### What to produce
Exactly reproduce the line that contains "Instruction: Extract the" and all lines after it in the entries below, through the very last line.

### Dataset
◆ ◆ ◆ ◆
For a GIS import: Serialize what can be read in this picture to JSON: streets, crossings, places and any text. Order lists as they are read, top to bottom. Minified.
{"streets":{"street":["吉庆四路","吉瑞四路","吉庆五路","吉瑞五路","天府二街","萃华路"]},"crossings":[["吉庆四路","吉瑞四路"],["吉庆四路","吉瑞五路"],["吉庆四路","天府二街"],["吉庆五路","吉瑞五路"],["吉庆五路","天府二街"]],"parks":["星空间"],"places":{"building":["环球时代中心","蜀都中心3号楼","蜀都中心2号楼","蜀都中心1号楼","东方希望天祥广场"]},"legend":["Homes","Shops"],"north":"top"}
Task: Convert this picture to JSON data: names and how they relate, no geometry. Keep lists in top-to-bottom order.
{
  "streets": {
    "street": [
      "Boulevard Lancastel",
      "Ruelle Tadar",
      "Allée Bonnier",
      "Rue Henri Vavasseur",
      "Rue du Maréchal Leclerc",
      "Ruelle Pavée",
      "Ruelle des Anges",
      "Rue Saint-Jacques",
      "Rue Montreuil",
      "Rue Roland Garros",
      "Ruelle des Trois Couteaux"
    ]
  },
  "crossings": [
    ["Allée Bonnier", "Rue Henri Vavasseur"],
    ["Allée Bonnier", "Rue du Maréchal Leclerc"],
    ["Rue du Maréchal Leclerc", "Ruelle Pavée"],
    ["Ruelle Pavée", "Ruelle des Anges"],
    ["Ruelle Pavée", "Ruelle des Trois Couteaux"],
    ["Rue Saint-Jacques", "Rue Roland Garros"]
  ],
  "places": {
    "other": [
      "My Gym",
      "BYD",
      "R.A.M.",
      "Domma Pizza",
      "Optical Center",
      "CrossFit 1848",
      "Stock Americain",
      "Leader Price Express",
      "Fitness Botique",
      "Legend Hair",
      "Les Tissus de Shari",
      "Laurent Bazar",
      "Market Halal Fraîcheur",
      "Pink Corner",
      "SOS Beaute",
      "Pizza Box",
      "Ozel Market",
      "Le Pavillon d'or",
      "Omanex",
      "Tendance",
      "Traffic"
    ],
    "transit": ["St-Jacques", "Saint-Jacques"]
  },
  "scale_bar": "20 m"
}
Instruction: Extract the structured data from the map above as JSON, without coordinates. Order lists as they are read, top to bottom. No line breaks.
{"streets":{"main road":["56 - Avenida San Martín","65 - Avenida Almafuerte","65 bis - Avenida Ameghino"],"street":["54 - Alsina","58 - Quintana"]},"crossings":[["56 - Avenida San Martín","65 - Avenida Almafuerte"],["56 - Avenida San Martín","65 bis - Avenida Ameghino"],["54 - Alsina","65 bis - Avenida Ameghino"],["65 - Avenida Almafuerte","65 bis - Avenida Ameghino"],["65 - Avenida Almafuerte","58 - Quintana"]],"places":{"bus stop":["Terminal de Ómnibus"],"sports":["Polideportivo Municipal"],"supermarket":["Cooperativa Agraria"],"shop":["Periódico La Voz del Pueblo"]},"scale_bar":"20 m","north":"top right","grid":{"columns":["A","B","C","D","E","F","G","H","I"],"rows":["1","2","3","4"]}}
◆ ◆ ◆ ◆
### Output for this task
Instruction: Extract the structured data from the map above as JSON, without coordinates. Order lists as they are read, top to bottom. No line breaks.
{"streets":{"main road":["56 - Avenida San Martín","65 - Avenida Almafuerte","65 bis - Avenida Ameghino"],"street":["54 - Alsina","58 - Quintana"]},"crossings":[["56 - Avenida San Martín","65 - Avenida Almafuerte"],["56 - Avenida San Martín","65 bis - Avenida Ameghino"],["54 - Alsina","65 bis - Avenida Ameghino"],["65 - Avenida Almafuerte","65 bis - Avenida Ameghino"],["65 - Avenida Almafuerte","58 - Quintana"]],"places":{"bus stop":["Terminal de Ómnibus"],"sports":["Polideportivo Municipal"],"supermarket":["Cooperativa Agraria"],"shop":["Periódico La Voz del Pueblo"]},"scale_bar":"20 m","north":"top right","grid":{"columns":["A","B","C","D","E","F","G","H","I"],"rows":["1","2","3","4"]}}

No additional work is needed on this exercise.